The exact fate of the satellite launched in the early hours of Tuesday morning is unclear but the Russian space agency Roscosmos confirmed by noon local time that they are not receiving signal from Meteor-M 2-1. Mission control is investigating the reason for that but reports from sources within the agency, speaking on the condition of anonymity, suggest the rocket went awry.
One industry source told the Interfax news agency that it appears the upper segment of the rocket carrying the Russian satellite did not release it effectively into orbit and may have sunk in the Atlantic Ocean. Another similar source told Itar-Tass that the upper stage of the rocket may have exploded as soon as the engine, meant to carry the satellite into orbit, switched on. "It is not clear at the moment what exactly happened," the source said, wondering if the signal to release the satellite faltered or there was an issue with the Fregat booster. Officially the agency has left open the possibility that the satellite is in orbit but simply the wrong orbit.
The Kremlin made it clear that the Russian government is awaiting information on the likely mishap but has no information.
“I do not think that there is detailed information about what happened and for what reason,” Dmitry Peskov, spokesman for Russian President Vladimir Putin told Interfax.
The satellite was intended to spend five years in orbit, collecting imagery and data for Russia’s state-run weather agency, Roshydromet. It is the main one of 19 satellites, most of which are smaller, flying on the same rocket from the spaceport in Russia's Amur region on Tuesday.
The botched satellite launch follows the maiden launch of a spacecraft from Russia’s newly unveiled Vostochny cosmodrome, which Putin has hailed as Russia’s biggest building projects. The spaceport is located in eastern Russia and seeks to reduce Moscow’s dependence on the Baikonur Cosmodrome in neighboring Kazakhstan, developed when the two ex-Soviet states were bound by one space program.
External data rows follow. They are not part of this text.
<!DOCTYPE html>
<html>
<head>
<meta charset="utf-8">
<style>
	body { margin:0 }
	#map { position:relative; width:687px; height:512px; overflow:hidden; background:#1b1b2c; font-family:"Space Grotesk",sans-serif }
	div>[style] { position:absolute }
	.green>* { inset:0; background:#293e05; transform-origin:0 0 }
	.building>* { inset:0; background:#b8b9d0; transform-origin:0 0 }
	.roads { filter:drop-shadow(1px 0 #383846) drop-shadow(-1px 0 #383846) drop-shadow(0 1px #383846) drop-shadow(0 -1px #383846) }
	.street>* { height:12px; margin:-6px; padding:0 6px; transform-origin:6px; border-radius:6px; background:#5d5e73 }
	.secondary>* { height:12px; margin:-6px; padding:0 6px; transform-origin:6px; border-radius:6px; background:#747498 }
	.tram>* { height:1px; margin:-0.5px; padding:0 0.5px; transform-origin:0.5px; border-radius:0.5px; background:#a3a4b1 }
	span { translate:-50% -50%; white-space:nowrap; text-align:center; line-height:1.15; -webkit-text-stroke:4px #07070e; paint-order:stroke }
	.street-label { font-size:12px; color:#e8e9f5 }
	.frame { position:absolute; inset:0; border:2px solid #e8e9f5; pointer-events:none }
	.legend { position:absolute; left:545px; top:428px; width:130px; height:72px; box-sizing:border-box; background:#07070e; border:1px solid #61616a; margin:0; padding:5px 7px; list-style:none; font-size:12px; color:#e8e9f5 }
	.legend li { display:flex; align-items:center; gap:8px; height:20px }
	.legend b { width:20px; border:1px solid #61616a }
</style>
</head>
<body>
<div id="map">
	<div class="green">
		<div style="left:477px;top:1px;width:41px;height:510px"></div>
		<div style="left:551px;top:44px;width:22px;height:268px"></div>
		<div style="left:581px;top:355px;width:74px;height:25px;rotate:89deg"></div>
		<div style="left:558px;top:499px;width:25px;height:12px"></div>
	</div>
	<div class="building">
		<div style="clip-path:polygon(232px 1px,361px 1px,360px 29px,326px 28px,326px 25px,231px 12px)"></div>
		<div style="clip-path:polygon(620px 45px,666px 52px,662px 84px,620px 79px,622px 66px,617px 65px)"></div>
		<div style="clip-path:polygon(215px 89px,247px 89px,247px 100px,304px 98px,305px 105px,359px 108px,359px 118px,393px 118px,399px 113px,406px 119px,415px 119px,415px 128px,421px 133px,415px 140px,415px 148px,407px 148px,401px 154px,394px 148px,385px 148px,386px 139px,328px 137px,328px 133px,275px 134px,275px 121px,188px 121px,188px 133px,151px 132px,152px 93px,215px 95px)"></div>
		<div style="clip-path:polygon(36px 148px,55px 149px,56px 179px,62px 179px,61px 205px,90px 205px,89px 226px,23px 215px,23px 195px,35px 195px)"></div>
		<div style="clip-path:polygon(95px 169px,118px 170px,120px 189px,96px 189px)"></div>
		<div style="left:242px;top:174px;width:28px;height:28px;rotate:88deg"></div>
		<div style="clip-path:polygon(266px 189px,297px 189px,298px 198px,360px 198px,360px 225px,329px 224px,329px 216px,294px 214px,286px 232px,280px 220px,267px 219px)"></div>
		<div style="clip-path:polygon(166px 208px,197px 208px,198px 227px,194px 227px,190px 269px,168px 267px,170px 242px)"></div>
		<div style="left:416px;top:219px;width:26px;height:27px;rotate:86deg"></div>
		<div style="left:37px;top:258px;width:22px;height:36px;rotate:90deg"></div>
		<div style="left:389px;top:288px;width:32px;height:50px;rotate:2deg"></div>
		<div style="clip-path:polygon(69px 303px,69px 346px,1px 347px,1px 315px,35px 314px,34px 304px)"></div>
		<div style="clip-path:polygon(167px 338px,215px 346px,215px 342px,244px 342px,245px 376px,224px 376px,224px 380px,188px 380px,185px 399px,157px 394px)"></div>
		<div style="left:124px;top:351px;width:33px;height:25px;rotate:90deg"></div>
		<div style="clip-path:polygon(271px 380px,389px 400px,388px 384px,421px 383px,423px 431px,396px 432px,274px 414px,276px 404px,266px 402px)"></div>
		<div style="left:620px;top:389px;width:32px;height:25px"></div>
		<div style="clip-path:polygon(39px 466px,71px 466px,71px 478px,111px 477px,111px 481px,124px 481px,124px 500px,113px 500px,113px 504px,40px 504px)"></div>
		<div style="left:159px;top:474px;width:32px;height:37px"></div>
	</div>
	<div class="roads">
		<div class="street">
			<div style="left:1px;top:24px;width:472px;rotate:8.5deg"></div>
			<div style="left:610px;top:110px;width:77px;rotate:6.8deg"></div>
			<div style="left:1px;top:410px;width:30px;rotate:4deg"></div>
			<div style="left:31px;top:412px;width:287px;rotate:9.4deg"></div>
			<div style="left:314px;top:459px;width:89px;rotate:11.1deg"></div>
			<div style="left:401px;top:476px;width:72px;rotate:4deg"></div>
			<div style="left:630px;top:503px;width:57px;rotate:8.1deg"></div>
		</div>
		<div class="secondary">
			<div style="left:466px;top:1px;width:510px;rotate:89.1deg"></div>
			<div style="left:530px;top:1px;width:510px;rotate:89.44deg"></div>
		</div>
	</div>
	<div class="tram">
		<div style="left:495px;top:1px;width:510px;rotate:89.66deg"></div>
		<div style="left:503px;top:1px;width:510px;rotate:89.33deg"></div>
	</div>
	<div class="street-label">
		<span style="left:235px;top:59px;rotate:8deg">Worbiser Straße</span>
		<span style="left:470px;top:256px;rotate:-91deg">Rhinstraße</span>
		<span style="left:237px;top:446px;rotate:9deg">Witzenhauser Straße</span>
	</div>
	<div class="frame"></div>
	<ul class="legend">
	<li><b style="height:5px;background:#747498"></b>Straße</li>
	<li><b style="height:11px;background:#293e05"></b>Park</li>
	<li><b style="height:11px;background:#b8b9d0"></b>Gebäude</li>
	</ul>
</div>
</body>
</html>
The first launch last year occurred with a slight but very public delay due to a malfunctioning cable and the attending Putin scolded officials to do better. Overall the success of the launch was a welcome success for Russia’s space sector after multiple funding cuts and other difficulties, curbing the capabilities of the once great space power.
Although hugely successful in setting milestones in space exploration during the Cold War, Moscow’s space ambitions today are much more impressive at the planning stages than at the execution.
Russian scientists are currently aiming to send a robot into space over the next decade, potentially piloting the country’s next spacecraft toward the international space station.